Exercise details:
What lines of the data below hold the string "canvas"? Copy each one.

Stored entries
--------

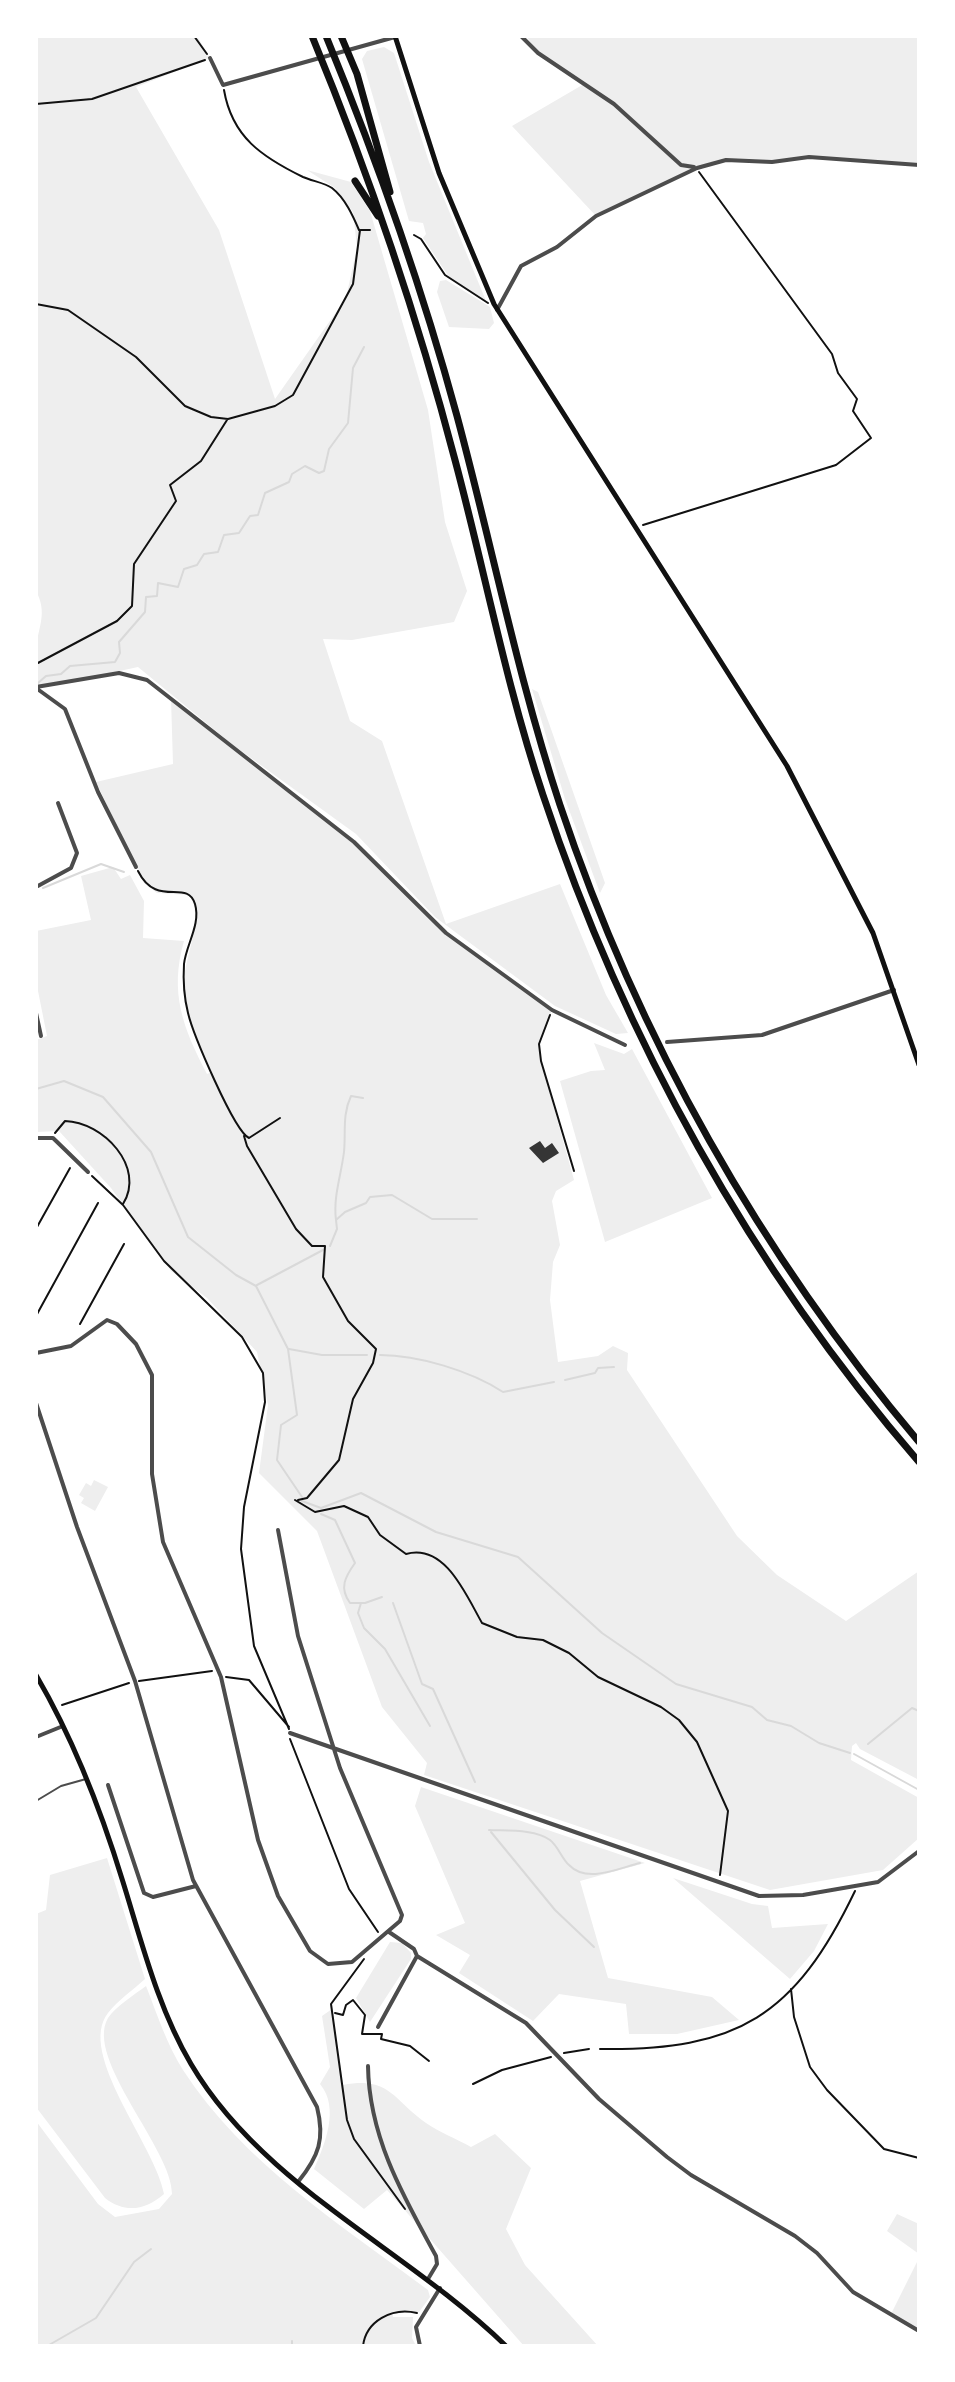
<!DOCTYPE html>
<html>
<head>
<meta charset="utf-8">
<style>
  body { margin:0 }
  #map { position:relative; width:955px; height:2382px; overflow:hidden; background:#fff; font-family:Georgia,serif }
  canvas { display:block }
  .frame { position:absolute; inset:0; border:38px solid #fff; pointer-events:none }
</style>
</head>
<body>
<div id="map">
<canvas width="955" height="2382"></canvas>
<div class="frame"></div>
</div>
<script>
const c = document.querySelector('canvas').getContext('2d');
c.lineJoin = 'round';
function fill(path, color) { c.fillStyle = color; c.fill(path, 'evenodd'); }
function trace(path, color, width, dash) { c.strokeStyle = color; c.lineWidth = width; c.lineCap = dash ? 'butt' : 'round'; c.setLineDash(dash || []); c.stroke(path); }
const green = new Path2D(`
  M36,36H197L210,58L136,87L219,230L275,399L346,298L357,247L353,212L335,188L307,170L351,182L370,211L428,410L445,522L467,591L454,622L352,640L323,639L350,721L382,741L446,924L560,884L606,995L628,1033L616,1034L555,1006L435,917L356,834L233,745L138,667L36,689C36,676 35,662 36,649C38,627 48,613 36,591Z
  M526,36H919V165L810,157L772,162L726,160L696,168L596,216L512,126L584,84L538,53Z
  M384,47L394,53L429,162L486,301L449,277L423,238L426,234L423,223L409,221L362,59L367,51Z
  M446,280L490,307L494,323L489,329L449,327L437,292L440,281Z
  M532,689L538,692L605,883L600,893L565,799Z
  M171,699L354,842L446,933L552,1010L539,1044L541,1061L574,1180L556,1191L552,1201L560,1245L553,1262L550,1300L558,1362L598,1356L613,1346L628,1353L627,1370L737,1536L777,1575L846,1621L919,1571V1780L860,1749L856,1743L852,1746L851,1760L919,1798V1838L883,1870L770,1890L424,1775L427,1763L382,1707L317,1531L259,1473L268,1405L257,1352L207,1298L171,1271L111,1188L59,1131L36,1132V1040L47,1036L36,981V931L91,920L81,876L113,867L121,879L130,875L144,901L143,938L184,941C169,993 183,1028 207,1074L212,1072C199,1045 185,1016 184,985C183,957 206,919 189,895L157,893L144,883L96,782L173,764Z
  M594,1043L624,1054L632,1049L712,1198L605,1242L560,1081L591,1071L605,1070Z
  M94,1480L108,1487L95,1511L81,1503L84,1498L79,1495L86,1483L91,1486Z
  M421,1787L645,1863L580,1881L608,1978L712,1997L739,2020L677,2034H629L626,2004L559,1994L533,2021L459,1973L470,1955L436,1935L465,1923L415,1806Z
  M107,1858L145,1979C133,1990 118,2000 108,2013C76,2054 156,2146 164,2194C145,2211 124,2213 105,2198L36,2107V1914L46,1910L50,1875Z
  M673,1878L752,1904L768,1906L772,1928L828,1924L814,1951L790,1979Z
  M390,1942L402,1943L411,1953V1959L370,2022L356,1998Z
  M146,1986C157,2014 167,2045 183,2070C244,2164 340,2224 428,2290L430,2297L419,2312H392L393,2317H413L412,2338L416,2346H36V2121L98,2204L115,2217L159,2209L172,2194C173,2150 84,2059 108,2018C116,2006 134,1995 146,1986Z
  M332,2009L343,2085C390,2076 393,2100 426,2123C439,2132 457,2139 471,2147L495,2134L531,2168L506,2229L525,2265L598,2346H524L387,2190L364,2209L314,2169C325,2144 340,2108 320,2084L330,2067L322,2016Z
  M897,2214L919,2224V2254L887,2231Z
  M919,2258V2331L890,2316Z`);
const stream = new Path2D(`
  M38,683L46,676L61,674L70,666L115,662L120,653L119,642L145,612L146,597L157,596L158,583L178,587L184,569L197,565L204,554L218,552L224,535L239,533L250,516L258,515L265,493L289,482L292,474L305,466L319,473L324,471L329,449L348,423L353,368L364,347
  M43,888L101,864L124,872
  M36,1089L64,1081L103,1097L151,1152L188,1237L236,1275L256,1286L288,1349L297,1415L281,1425L277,1460L302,1497
  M336,1220C333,1197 341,1176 344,1152C346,1132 342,1115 351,1096L363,1098
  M330,1246L337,1229L336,1220L345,1212L366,1203L370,1197L392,1195L432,1219H477
  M257,1285L323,1250
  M289,1349L322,1355H367
  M380,1355C418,1355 471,1371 503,1392L554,1382
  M565,1380L595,1373L598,1368L614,1367
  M302,1501L321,1508L361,1493L436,1532L518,1557L602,1633L676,1684L752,1707L767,1720L791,1726L819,1743L850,1753
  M321,1514L335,1520L355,1563C345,1577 339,1588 350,1603H365L382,1597
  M361,1603L358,1613L364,1628L385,1649L430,1726
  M393,1603L422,1684L433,1689L475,1782
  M868,1744L912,1708L919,1711
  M854,1754L919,1790
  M489,1830C507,1831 535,1829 550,1840C558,1846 562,1859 569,1865C587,1884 619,1868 640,1863
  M491,1832L555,1910L594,1947
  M49,2345L96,2318L134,2262L151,2249
  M292,2346V2341`);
const building = new Path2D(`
  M540,1141L545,1148L552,1143L559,1153L543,1163L529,1148Z`);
const path = new Path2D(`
  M194,36L207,54
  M224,90C232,137 262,157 303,177C312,181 325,183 332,188C345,198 353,216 359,230
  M36,104L92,99L205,60
  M361,230H370
  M414,235L421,239L445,275L488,303
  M36,304L68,310L136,357L185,406L211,417L228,419L275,406L293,395L353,284L360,230
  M643,525L836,465L871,438L853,411L857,399L838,373L832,354L699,172
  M36,664L117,621L132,606L134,564L176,501L170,485L201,461L227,420
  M138,871C157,909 187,878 195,904C201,924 186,945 184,964C183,980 184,997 188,1013C193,1034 234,1131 249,1138L280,1118
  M550,1015L539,1044L541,1061L574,1171
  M55,1133L65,1121C103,1122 146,1167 123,1204
  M244,1136L247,1146L296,1229L312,1246H325L323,1277L348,1321L376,1349L373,1363L353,1399L339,1460L307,1498L298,1500
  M92,1176L123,1205L164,1261L242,1337L263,1373L265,1402L244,1507L241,1549L254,1646L289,1729
  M37,1227L70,1168
  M36,1316L98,1203
  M80,1324L124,1244
  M295,1500L315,1512L344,1506L368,1517L380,1535L406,1554C445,1543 466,1595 482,1623L517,1637L543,1640L569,1653L598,1677L661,1707L679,1720L697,1742L728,1811L720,1875
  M226,1677L249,1680L289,1727
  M139,1681L212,1671
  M62,1705L129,1683
  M290,1739L349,1889L378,1932
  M364,1959L331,2004L347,2120L354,2139L405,2209
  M791,1989L794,2017L810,2067L827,2090L884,2149L919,2158
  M335,2013L343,2015L346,2005L353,2000L365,2015L362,2034H382L381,2039L410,2046L429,2061
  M600,2049C738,2051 795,2016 855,1891
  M564,2053L589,2049
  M473,2084L502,2070L551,2057
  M363,2346C366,2321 392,2307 417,2313`);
const service = new Path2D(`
  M36,1801L61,1786L86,1779`);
const minor = new Path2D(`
  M521,36L538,53L614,104L681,165L694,167
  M210,58L223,85L395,37
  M497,310L521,266L557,247L596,216L697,168L726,160L772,162L809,157L919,165
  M36,687L119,673L147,680L354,842L446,933L552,1010L625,1045
  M36,688L65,709L98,792L136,867
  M36,887L71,868L77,853L58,803
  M36,1013L41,1036
  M667,1042L762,1035L894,990
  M36,1138H53L88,1172
  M36,1353L71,1346L107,1320L117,1324L136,1344L152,1375V1474L163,1542L221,1677L258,1840L278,1896L310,1951L328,1964L352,1962L400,1921L402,1915L340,1768L298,1636L278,1530
  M36,1403L77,1527L135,1681L193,1880L317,2107C325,2139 319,2156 298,2182
  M290,1733L759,1896L803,1895L878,1882L919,1851
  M36,1737L63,1726
  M108,1785L144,1893L153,1897L196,1886
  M389,1932L414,1949L417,1956L526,2023L599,2099L667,2157L691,2175L795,2236L817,2253L853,2292L919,2331
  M378,2027L417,1956
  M368,2066C369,2137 403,2196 436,2256L437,2264L428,2279
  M420,2346L416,2327L440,2288`);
const secondary = new Path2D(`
  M395,36L439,173L494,304L787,766L873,933L919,1065
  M36,1675C74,1740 101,1810 123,1882C142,1943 158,2008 191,2064C262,2185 406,2249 506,2346`);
const motorway = new Path2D(`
  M312,36C369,174 417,315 455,460C485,572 506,685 543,795C624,1039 751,1268 919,1462
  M326,36C377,160 422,287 457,416C492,546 518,678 560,805C638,1038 761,1255 919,1442
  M341,36L357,74L390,192
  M355,181L378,216`);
fill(green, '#eee');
trace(stream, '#d9d9d9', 2);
fill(building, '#353535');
trace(path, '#111', 2);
trace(service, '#4c4c4c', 2);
trace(minor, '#4c4c4c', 4);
trace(secondary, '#111', 5);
trace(motorway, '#111', 7);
</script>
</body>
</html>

--------

Exercise output:
  canvas { display:block }
<canvas width="955" height="2382"></canvas>
const c = document.querySelector('canvas').getContext('2d');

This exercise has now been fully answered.